I have to say, as a Brit I'm feeling like I'm less likely to remain a regular user of this site over time. I don't think so much it's the language/terminology issues - we seem to be managing perfectly well with everyone posting in their own local derivative of English, which seems in the majority to be American English (My only personal bug-bear is grilling & broiling in American English not being what I expect, and I have to make a conscious effort when reading these terms).
Obviously from a personal standpoint it would be easiest if everything was written in English, but I'm happy to research ingredient names or translate units as and when appropriate.

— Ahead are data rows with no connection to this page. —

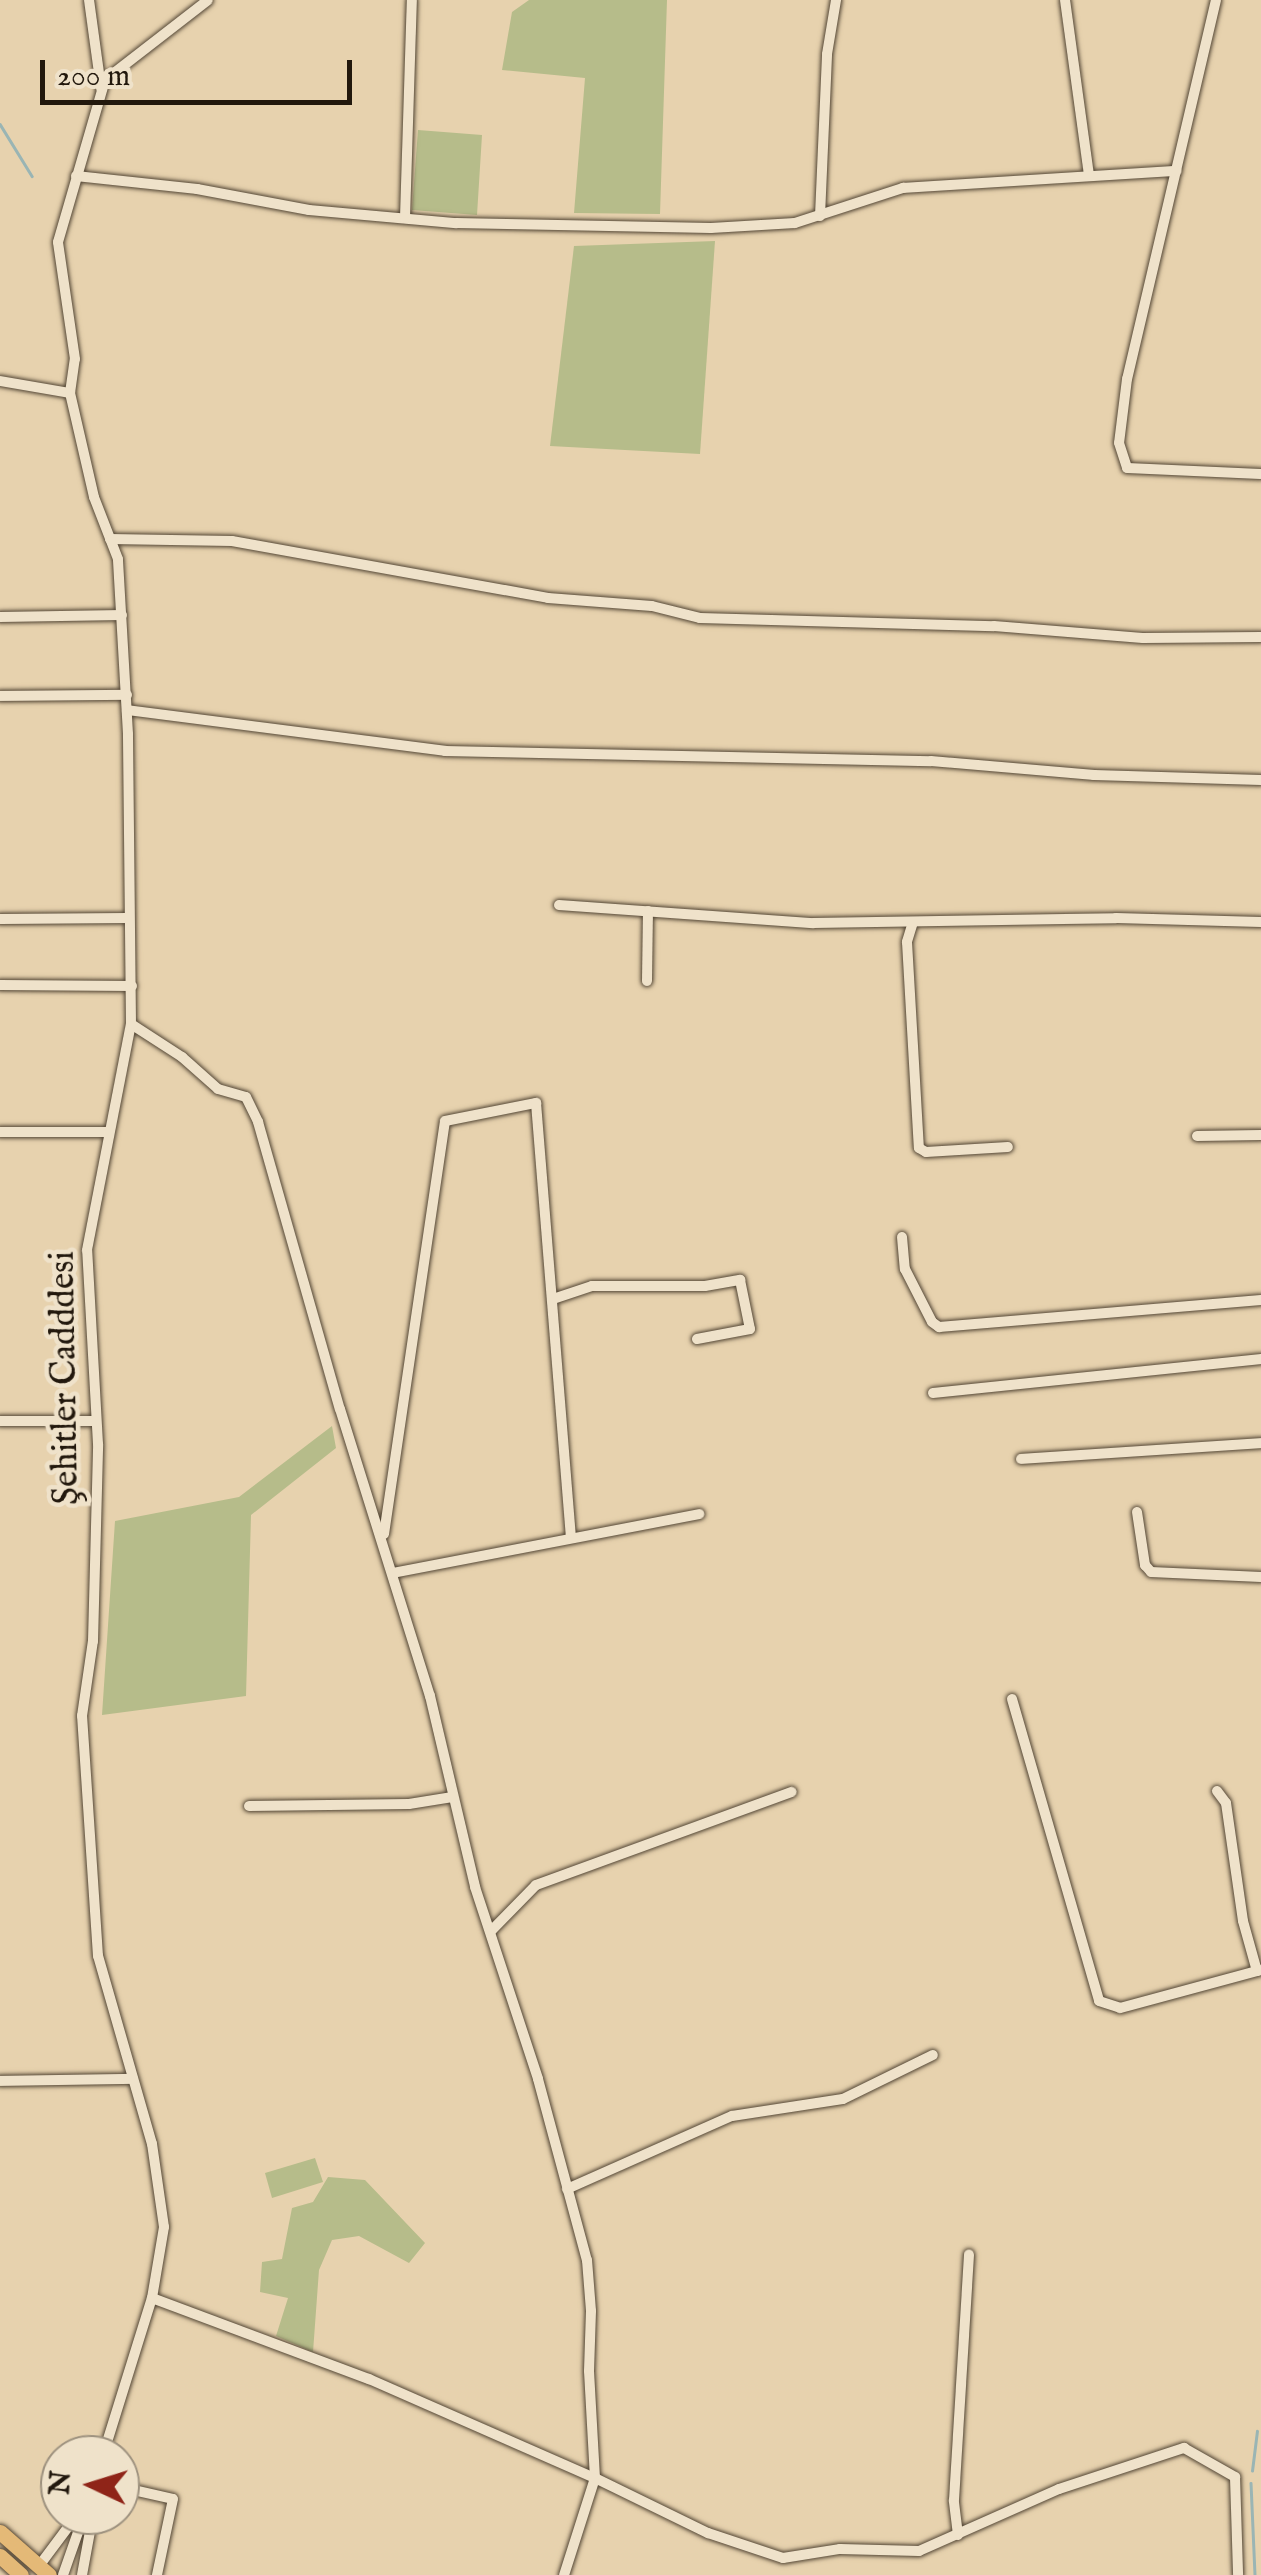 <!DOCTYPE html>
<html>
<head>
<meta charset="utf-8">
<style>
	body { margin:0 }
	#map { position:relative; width:1261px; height:2575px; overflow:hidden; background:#e7d2ae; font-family:"IM FELL English",serif }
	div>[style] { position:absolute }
	.green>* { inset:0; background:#b6bc8a }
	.stream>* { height:2.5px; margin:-1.25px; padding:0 1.25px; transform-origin:1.25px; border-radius:1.25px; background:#9ab5b4 }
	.roads { filter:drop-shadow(0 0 2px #534635) drop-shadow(0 0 2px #534635) }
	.street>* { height:10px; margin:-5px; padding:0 5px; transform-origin:5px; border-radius:5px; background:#efe2ca }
	.primary>* { height:15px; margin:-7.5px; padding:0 7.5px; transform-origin:7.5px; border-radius:7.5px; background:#e4b977 }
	span { translate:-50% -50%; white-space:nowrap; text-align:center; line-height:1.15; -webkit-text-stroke:9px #efe2ca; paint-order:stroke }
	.street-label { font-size:35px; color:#22180d }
	.north { position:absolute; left:40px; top:2435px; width:100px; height:100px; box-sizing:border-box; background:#efe2ca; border:2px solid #9d917e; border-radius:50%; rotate:274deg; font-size:28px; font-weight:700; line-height:40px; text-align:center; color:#22180d }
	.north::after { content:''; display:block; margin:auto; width:35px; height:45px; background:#8f2418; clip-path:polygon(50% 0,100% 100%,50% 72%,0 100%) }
	.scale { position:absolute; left:40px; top:60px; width:312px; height:45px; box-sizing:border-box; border:5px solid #22180d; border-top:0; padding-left:12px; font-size:30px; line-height:35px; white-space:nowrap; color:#22180d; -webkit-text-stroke:8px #efe2ca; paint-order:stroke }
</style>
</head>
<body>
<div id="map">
	<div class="green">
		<div style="clip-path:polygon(529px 0,667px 0,660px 214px,574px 213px,585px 78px,502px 70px,512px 12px)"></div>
		<div style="clip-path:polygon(418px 130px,482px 135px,477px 215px,412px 210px)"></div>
		<div style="clip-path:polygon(715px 241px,700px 454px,550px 446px,574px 246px)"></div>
		<div style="clip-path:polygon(332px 1426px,336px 1448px,251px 1515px,246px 1696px,102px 1715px,115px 1521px,239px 1497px)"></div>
		<div style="clip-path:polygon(315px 2158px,323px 2182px,272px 2198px,265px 2173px)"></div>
		<div style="clip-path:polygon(328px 2177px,365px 2180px,425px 2243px,409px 2263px,359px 2236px,332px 2240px,319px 2270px,313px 2352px,276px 2336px,288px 2298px,260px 2292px,262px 2262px,282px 2259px,292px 2208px,313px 2202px)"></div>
	</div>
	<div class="stream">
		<div style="left:0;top:124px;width:61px;rotate:58.4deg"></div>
		<div style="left:1252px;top:2471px;width:40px;rotate:-82.9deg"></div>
		<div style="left:1251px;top:2483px;width:92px;rotate:87.5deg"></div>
	</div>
	<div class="roads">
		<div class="street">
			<div style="left:89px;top:0;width:89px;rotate:82.2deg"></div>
			<div style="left:1065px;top:0;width:177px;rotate:82.2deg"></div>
			<div style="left:1216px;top:0;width:389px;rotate:103.2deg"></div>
			<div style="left:1127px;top:379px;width:64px;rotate:97.1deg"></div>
			<div style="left:1119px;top:443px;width:26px;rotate:72deg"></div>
			<div style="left:1127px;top:468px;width:134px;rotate:2.6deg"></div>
			<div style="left:76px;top:176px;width:122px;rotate:6.1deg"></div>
			<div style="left:197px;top:189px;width:114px;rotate:10.6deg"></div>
			<div style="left:309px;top:210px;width:148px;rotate:5.1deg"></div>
			<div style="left:456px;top:223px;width:255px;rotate:1.1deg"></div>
			<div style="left:711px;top:228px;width:84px;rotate:-3.4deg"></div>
			<div style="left:795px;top:223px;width:114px;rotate:-18deg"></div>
			<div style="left:903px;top:188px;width:274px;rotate:-3.6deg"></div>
			<div style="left:820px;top:216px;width:162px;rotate:-87.5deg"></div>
			<div style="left:827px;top:54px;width:55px;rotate:-80.5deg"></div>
			<div style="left:405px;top:218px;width:218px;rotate:-88.2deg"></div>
			<div style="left:0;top:381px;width:71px;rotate:9.7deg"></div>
			<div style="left:110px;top:539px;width:122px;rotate:0.9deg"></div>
			<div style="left:232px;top:541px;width:321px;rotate:10.2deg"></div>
			<div style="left:548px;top:598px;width:104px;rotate:4.4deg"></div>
			<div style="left:652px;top:606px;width:49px;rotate:14deg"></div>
			<div style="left:700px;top:618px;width:294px;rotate:1.6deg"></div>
			<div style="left:994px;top:626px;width:149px;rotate:4.6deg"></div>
			<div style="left:1143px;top:638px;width:118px;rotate:-0.5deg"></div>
			<div style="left:0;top:617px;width:122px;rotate:-0.9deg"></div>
			<div style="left:0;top:696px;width:127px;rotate:-0.5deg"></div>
			<div style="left:127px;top:710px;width:321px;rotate:7.3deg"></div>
			<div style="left:445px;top:751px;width:486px;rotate:1.2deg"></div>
			<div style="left:931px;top:761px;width:164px;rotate:4.9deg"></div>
			<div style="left:1094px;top:775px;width:167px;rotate:1.7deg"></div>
			<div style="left:559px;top:905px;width:255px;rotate:4.1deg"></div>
			<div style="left:813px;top:923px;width:303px;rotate:-0.9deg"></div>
			<div style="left:1116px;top:918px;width:145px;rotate:1.6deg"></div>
			<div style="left:0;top:919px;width:128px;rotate:-0.4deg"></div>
			<div style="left:913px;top:922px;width:21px;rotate:107deg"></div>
			<div style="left:907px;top:942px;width:206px;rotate:86.7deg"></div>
			<div style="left:919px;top:1148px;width:8px;rotate:30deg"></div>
			<div style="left:926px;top:1152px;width:82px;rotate:-3.5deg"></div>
			<div style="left:647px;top:981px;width:70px;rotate:-89.2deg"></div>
			<div style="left:0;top:985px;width:132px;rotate:0.4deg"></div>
			<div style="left:131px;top:1024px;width:61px;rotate:32.9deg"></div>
			<div style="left:182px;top:1057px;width:48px;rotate:41.6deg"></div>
			<div style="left:218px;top:1089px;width:29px;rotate:16deg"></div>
			<div style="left:246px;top:1097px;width:28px;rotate:64deg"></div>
			<div style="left:258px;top:1122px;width:298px;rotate:74.1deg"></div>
			<div style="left:340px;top:1409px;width:301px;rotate:72.6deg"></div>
			<div style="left:430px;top:1696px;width:196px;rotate:76.7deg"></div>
			<div style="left:475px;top:1887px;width:202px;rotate:71.8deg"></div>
			<div style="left:538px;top:2079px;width:188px;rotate:74.9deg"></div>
			<div style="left:587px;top:2260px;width:51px;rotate:85.5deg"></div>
			<div style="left:591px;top:2311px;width:60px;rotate:91.9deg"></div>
			<div style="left:589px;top:2371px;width:107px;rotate:86.8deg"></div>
			<div style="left:595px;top:2478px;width:102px;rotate:107.7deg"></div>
			<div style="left:0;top:1132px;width:109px"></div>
			<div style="left:1197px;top:1136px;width:64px;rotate:-0.9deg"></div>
			<div style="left:902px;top:1237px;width:32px;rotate:85deg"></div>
			<div style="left:905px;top:1269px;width:59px;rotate:63deg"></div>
			<div style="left:932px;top:1322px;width:9px;rotate:36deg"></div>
			<div style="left:939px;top:1327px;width:323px;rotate:-4.8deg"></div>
			<div style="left:553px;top:1299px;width:41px;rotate:-18.4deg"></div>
			<div style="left:592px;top:1286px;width:113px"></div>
			<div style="left:705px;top:1286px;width:36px;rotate:-10deg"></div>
			<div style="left:740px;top:1280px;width:50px;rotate:78.5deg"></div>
			<div style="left:750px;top:1329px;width:54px;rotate:169.3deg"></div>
			<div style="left:933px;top:1393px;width:330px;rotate:-5.9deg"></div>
			<div style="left:0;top:1421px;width:96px"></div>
			<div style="left:1021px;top:1459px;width:241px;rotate:-3.8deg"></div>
			<div style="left:1137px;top:1512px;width:54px;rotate:81.4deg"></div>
			<div style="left:1145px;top:1565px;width:9px;rotate:49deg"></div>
			<div style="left:1151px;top:1572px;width:110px;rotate:2.6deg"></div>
			<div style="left:384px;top:1534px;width:417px;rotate:-81.6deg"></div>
			<div style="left:445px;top:1121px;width:93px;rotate:-11.2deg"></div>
			<div style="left:536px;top:1103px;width:433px;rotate:85.4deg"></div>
			<div style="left:393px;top:1573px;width:312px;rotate:-10.9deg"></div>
			<div style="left:1012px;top:1699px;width:314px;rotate:73.9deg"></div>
			<div style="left:1099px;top:2001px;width:22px;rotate:18deg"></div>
			<div style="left:1120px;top:2008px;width:146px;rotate:-15.1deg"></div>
			<div style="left:1217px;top:1791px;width:15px;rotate:53deg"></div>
			<div style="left:1226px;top:1803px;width:119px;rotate:81.8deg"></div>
			<div style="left:1243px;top:1921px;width:52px;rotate:74.4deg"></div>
			<div style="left:249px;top:1806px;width:160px;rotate:-0.7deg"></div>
			<div style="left:409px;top:1804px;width:44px;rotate:-9.2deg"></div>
			<div style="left:491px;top:1931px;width:64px;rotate:-45.6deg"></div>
			<div style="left:536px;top:1885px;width:272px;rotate:-20deg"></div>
			<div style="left:0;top:2081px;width:133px;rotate:-0.9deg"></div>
			<div style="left:567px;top:2189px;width:180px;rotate:-23.9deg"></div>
			<div style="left:732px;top:2116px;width:112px;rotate:-8.7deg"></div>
			<div style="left:843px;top:2099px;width:100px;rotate:-26.1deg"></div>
			<div style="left:152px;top:2298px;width:232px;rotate:20.5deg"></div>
			<div style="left:369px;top:2379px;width:247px;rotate:23.7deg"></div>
			<div style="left:595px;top:2478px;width:126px;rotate:26deg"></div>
			<div style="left:708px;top:2533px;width:79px;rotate:18.4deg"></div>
			<div style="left:783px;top:2558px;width:58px;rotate:-9deg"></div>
			<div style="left:840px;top:2549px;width:79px;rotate:1.5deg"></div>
			<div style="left:919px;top:2551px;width:153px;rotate:-23.9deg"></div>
			<div style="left:1059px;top:2489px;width:132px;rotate:-18.2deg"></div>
			<div style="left:1184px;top:2448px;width:59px;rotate:29.6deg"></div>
			<div style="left:1235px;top:2477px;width:98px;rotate:88.2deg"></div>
			<div style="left:103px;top:2455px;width:164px;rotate:-72.7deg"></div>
			<div style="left:152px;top:2298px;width:72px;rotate:-80.4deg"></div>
			<div style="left:164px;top:2227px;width:84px;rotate:-98.2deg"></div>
			<div style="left:152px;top:2144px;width:196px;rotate:-106deg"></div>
			<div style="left:98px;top:1956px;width:241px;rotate:-93.8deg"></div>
			<div style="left:82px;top:1716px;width:76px;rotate:-81.7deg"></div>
			<div style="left:93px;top:1641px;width:197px;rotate:-88.5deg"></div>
			<div style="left:98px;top:1444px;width:194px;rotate:-93.2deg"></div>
			<div style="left:87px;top:1250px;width:230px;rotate:-79deg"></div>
			<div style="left:131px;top:1024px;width:290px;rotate:-90.6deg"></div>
			<div style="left:128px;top:734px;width:175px;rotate:-93.3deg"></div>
			<div style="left:118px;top:559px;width:66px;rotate:-111.2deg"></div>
			<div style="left:94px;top:497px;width:107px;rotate:-103deg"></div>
			<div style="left:70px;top:393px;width:34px;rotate:-82deg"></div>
			<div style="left:75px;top:359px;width:118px;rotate:-98.3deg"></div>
			<div style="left:58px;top:242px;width:169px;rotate:-73.8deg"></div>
			<div style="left:105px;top:80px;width:130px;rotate:-37.8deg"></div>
			<div style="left:120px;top:2487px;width:54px;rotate:12.8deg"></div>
			<div style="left:173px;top:2499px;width:78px;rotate:101.9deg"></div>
			<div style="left:958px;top:2535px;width:35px;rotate:-97deg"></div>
			<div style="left:954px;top:2500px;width:246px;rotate:-86.5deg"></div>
			<div style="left:39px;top:2566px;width:64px;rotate:-53.3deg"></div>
			<div style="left:63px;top:2575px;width:64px;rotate:-70.7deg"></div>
			<div style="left:82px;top:2575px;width:61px;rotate:-79.6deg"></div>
		</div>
		<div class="primary">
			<div style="left:0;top:2532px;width:65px;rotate:41.3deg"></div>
			<div style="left:0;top:2556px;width:28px;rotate:42deg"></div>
		</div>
	</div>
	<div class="street-label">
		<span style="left:66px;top:1378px;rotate:-91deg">Şehitler Cadddesi</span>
	</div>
	<div class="north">N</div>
	<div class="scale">200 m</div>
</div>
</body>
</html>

In fact I reguarly do this already to some extent, considering I often use recipes from my girlfriend's native French (often written in Ch'ti to further complicate matters!).
What I do find difficult, however, is understanding posts that assume a US audience, or make reference to American culture as assumed knowledge. Things like assuming an ingredient will or won't be available, or that it will come in a given form (eg. In many countries UHT milk is the norm, whereas as I Brit I'm more used to HT/SL, flash-pasteurised, milk).
To summarise somewhat, I don't particuarly think we need to worry too much about ingredient names or units of measure - at the end of the day a salmon is a salmon, regardless of what you call it. What I do think we really need to be careful of are assumptions we make about where other users come from. Obviously some questions will have to be region-specific, but then I feel they should be tagged as such.
Other sites that I'm an active member of manage to make it easy for everyone, such as photo.stackexchange.com and of course stackoverflow.com, so I don't see why we can't.